Руперт покачал головой:

– Там уже наши враги. Они раздевают трупы и хоронят своих. Всякий, кто окажется поблизости, рискует попасть в плен.

– Но там Карадок, он ищет своего хозяина.

– О, этот выберется невредимым откуда угодно. А что касается тебя, ты не можешь снова рисковать своей жизнью. Я запрещаю тебе.

– Мне никто никогда ничего не запрещал, – машинально ответила она.

– Нисколько в этом не сомневаюсь, – устало произнес принц, – но при сложившихся обстоятельствах, ты должна подчиниться, ибо это – военный приказ.

Они молча смотрели друг на друга, и вдруг Николь спросила:

– Когда ты в последний раз ел?

– Я завтракал перед сражением.

– И все?

– Да.

– Я распоряжусь насчет еды, или попросим маркиза? Он здесь?

– Маркиз ушел, – ответил Руперт, изобразив на лице подобие ухмылки, – они оба, он и лорд Эйсин, это жалкое ничтожество, не вступили в бой до самого полудня, я это точно знаю. Они оба не выполнили мои приказы, во всяком случае, мне так показалось. А теперь они направляются в Скарборо, где их ждет корабль, на котором они сбегут. Вот так закончилась история о «самом преданном мне человеке».

– А что слышно о Ферфаксе? – она вспомнила, как этот человек выбивал оружие из рук своих же воинов, рубивших на куски отряд «белых накидок».

– Он думает, что проиграл сражение, и отправился в Кавуд, он понес большие жертвы, даже потерял брата.

– Он пытался спасти «белые накидки».

– Мне говорили об этом. Но они все равно погибли все до единого, прямо там, где стояли. Когда все закончилось, их накидки стали красными, – с горькой иронией добавил он.

Николь встала.

– Мы больше не должны об этом говорить. Мы должны быть мужественными, как те, кто пережил последнюю войну, – сказала она.

– Какую войну?

Она грустно покачала головой:

– Это не имеет значения. Разреши мне накормить тебя.

Руперт поджал губы:

– Нет. Сначала я напьюсь, чтобы у меня хватило мужества вернуться обратно.

– Куда, на поле боя?

– Нет, к своим кавалеристам, которые остались живы. Северный полк Горинга прячется где-то поблизости. Я должен разыскать его и привести сюда.
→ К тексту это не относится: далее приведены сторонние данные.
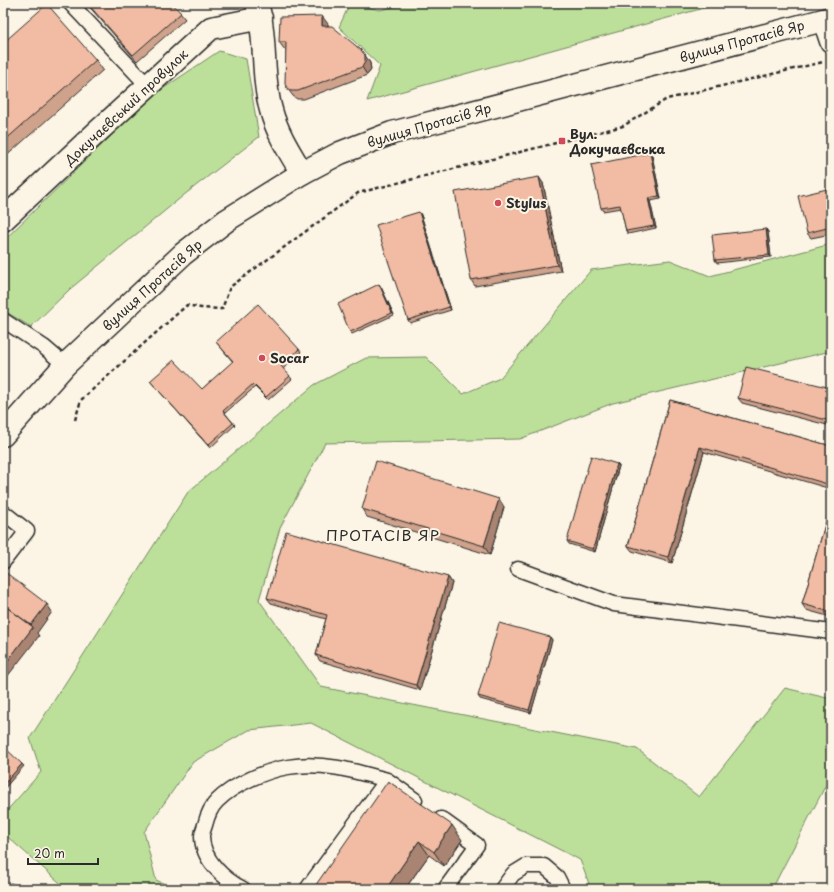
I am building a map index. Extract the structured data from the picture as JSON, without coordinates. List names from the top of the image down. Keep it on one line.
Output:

– Чтобы продолжать борьбу?

– Конечно. Говорят, мое войско разбито, и так оно и есть, но им не удастся добраться до моего дяди, пока я не доберусь до каждого из них. Дай мне выпить, а потом распорядись насчет ванны. Я с ног до головы запачкан кровью и смертью, – перехватив тревожный взгляд Николь, он добавил: – Обещаю тебе обязательно поесть вечером.

«Теперь я знаю, – думала Николь, – что чувствовали вдовы во время второй мировой войны. Кровавая бойня продолжается, каждый день кто-то гибнет, и нужно думать о живых».

Позвонив в колокольчик и объяснив все слуге, она торопливо поднялась наверх и переоделась в то, что смогла отыскать для нее служанка: довольно линялое платье с пышной юбкой и приталенным лифом, украшенное, правда чистыми воротничком и манжетами. Потом она вернулась к принцу. Выполняя свое обещание, он накачивался бренди, на его щеках уже появился обычный румянец, лицо ожило, и на нем заиграла одна из его ленивых ухмылок. И все же Николь заметила, что глаза его блестят неестественно ярко, в их глубине притаилось отчаяние, так что малейшее расстройство может вернуть его в прежнее состояние депрессии.

В два часа дня, приняв ванну и переодевшись в какие-то вещи Ньюкасла, он отправился исполнять свой долг, пьяно дыхнув на Николь перегаром и пообещав вернуться до темноты. Николь осталась стоять, прислонившись к стене, стараясь осознать, что же произошло, и никак не веря в это и не позволяя внутренней тоске завладеть ее сердцем.